What is the usual procedure?
Love contract procedures usually oblige employees to inform their employers of an intimate relationship and set out what steps the employer may take if the relationship poses a threat to the business. This might be transferring the employee to a different part of the business, offering alternative employment or otherwise altering the working arrangements of one of the love birds. The procedure may even state that if this is not practicable then a dismissal with appropriate notice could follow, depending on the risks associated with the relationship. The procedure would normally also make it clear that disciplinary action would be taken in the event that inappropriate behaviour takes place, not just liaisons in the broom cupboard but also breaches of confidentiality or evidence of favouritism.
What are the risks of enforcing a love contract?
Employees who are affected by the love contract may have claims for discrimination or breaches of their human rights. For example, if a policy provides that if a relation does develop then the junior member of staff will be moved (or even dismissed), statistically the junior employee may be more likely to be a woman and, if so, the employer’s actions may amount to indirect sex discrimination.
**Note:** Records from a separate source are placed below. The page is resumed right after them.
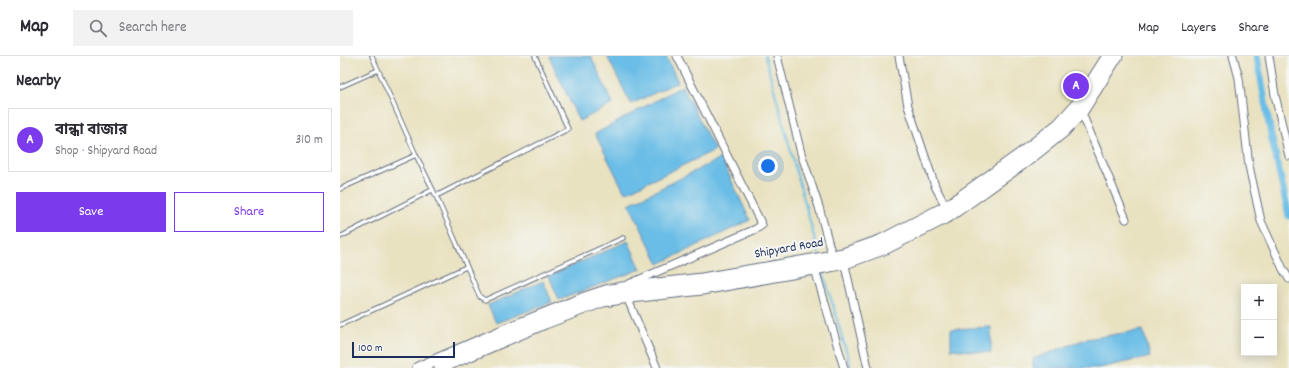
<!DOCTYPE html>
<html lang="en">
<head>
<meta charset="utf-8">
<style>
  body { margin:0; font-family:Dekko,"Noto Sans Bengali",sans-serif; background:#f2f2f3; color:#2b2b33 }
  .controls { position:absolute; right:12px; bottom:12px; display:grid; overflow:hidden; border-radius:0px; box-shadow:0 2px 10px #0003 }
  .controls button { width:36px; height:36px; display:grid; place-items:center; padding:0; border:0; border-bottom:1px solid #e1e1e2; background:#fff; color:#2b2b33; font:20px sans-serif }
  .scale { position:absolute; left:12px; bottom:10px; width:103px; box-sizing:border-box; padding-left:4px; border:2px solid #1b2f5e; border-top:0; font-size:11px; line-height:14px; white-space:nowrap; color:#1b2f5e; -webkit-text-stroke:3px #f6f6f2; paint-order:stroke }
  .you { position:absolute; left:428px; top:110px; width:14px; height:14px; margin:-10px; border:3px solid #fff; border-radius:50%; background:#1a73e8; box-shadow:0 0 0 6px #1a73e833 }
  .badge { display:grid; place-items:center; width:26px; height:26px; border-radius:50%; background:#7c3aed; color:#fff; font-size:13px; font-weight:700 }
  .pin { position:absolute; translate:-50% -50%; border:2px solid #fff; box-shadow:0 1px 4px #0006 }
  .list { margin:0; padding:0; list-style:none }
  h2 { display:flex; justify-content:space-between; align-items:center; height:52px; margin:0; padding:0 16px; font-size:17px }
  h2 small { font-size:13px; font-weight:400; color:#7c7c81 }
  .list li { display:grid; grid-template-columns:26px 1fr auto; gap:12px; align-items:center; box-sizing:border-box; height:64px; margin:0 8px 8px; padding:0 8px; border:1px solid #e1e1e2; border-radius:0px }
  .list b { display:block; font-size:15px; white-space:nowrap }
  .list p { margin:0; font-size:13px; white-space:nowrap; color:#7c7c81 }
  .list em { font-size:13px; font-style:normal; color:#7c7c81 }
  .actions { display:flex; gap:8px; padding:12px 16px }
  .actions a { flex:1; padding:9px 0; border:1px solid #7c3aed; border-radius:0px; text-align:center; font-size:14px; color:#7c3aed }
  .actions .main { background:#7c3aed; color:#fff }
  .icon { flex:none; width:22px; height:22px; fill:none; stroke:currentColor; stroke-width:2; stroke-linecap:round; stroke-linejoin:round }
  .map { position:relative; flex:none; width:949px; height:312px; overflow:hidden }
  header { display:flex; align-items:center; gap:24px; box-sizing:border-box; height:56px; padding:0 20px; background:#fff; border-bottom:1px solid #e1e1e2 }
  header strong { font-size:19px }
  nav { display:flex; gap:22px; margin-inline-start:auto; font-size:14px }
  .search { width:280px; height:36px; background:#f2f2f3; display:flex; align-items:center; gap:10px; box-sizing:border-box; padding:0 14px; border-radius:0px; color:#7c7c81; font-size:15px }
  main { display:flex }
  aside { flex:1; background:#fff }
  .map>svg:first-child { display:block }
  .water { fill:#6abde6; stroke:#4276a2 }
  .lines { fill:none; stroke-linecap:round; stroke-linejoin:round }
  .stream { stroke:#6abde6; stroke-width:2 }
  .canal { stroke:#6abde6; stroke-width:7 }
  .lane-casing { stroke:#636e81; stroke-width:5.5 }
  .street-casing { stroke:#636e81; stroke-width:9 }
  .primary-casing { stroke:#636e81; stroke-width:13 }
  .lane { stroke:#fff; stroke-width:3.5 }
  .street { stroke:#fff; stroke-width:7 }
  .primary { stroke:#fff; stroke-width:11 }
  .labels { text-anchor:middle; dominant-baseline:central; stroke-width:4; stroke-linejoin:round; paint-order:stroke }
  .street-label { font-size:13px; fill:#1b2f5e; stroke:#f6f6f2 }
</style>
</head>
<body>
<header>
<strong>Map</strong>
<div class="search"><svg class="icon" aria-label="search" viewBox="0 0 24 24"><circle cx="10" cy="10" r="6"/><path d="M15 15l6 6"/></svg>Search here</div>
<nav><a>Map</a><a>Layers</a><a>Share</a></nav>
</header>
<main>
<aside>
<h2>Nearby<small></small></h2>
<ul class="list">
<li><span class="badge">A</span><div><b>বান্ধা বাজার</b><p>Shop · Shipyard Road</p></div><em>310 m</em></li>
</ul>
<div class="actions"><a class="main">Save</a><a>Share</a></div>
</aside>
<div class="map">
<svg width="949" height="312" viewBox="0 0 949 312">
  <rect width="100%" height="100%" fill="#f6f6f2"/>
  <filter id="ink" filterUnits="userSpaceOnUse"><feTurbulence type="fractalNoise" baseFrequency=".025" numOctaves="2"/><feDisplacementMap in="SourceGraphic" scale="8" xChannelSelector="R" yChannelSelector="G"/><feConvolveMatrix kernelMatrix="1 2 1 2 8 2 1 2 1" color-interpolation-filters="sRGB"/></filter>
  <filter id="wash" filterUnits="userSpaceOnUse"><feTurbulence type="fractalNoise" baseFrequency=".012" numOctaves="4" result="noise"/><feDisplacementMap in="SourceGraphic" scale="16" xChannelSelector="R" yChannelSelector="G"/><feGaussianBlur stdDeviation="0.9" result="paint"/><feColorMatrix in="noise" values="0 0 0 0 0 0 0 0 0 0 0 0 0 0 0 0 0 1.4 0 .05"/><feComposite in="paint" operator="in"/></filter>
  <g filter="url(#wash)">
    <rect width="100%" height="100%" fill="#e9e2c1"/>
    <!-- water -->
    <g class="water">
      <path d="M 209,0 L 251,0 L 273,48 L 239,65 Z"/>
      <path d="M 267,0 L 326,0 L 338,26 L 291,48 Z"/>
      <path d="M 342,30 L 375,94 L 285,137 L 255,78 Z"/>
      <path d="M 381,102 L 410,164 L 319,208 L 289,148 Z"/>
      <path d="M 288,185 L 301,213 L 219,244 L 209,220 Z"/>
      <path d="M 203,225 L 212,246 L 156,267 L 148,249 Z"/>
      <path d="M 651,271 L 651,297 L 611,293 L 611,273 Z"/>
      <path d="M 803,274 L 810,301 L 759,312 L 693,312 L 693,303 L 746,283 Z"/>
    </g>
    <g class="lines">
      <!-- stream -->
      <g class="stream">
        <path d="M 425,0 L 479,199"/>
        <path d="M 483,215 L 511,312"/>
      </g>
      <!-- canal -->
      <path class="canal" d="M 917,0 L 931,79 L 949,160"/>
    </g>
  </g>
  <g filter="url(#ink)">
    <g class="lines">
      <defs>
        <g id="lane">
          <path d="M 32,0 L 76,99"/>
          <path d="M 0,31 L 38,14"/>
          <path d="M 0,133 L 76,99 L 96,140 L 228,73 L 195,0"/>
          <path d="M 96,140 L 140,241 L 145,244 L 283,182"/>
          <path d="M 0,181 L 92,134"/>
          <path d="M 0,269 L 126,211"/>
        </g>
        <g id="street">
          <path d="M 437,0 L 461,97 L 479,151 L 492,200"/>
          <path d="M 559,0 L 568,50 L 595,130 L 606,151"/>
          <path d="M 893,0 L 899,22 L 909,110 L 921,165 L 943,213 L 949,223"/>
          <path d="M 929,0 L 935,39 L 949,100"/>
          <path d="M 741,55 L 786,163"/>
          <path d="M 504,205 L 528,312"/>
          <path d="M 474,210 L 504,312"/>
          <path d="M 289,228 L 416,173 L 422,169 L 337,0"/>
          <path d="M 286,239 L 317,312"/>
        </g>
        <g id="primary">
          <path d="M 78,312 L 172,271 L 242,243 L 266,235 L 282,232 L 362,223 L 472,204 L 503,198 L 540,185 L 606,151 L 678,100 L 719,68 L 738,47 L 768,0"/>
          <path d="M 100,312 L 205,267 L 263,245 L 282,242 L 362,233 L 474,213 L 505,207 L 546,192 L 609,160 L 689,103 L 723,76 L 741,57 L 777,0"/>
        </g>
      </defs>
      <!-- lane casing -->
      <use href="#lane" class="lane-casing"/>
      <!-- street casing -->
      <use href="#street" class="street-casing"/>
      <!-- primary casing -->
      <use href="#primary" class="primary-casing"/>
      <!-- lane -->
      <use href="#lane" class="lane"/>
      <!-- street -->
      <use href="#street" class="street"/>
      <!-- primary -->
      <use href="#primary" class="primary"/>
    </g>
  </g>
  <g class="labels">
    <!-- street labels -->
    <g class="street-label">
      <text transform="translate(449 193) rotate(-10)">Shipyard Road</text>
    </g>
  </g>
</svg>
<div class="controls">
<button>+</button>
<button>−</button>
</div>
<div class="scale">100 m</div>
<div class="you"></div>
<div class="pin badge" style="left:736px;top:30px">A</div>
</div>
</main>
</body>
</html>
The use of the policy may also be in breach of the right to family and private life under Article 8 of the European Convention on Human Right (and the Human Rights Act 1998). Unless an employee works for a public body, he or she would not be able to bring a claim for breach of human rights directly against his/her employer. However all courts and tribunals are obliged to take the provisions of the Human Rights Act into account when considering cases. Therefore, if an employee were to bring a claim for unfair dismissal, discrimination or breach of contract following the implementation of a love contract policy, he/she could argue that the human rights angle be taken into account when determining their substantive claim.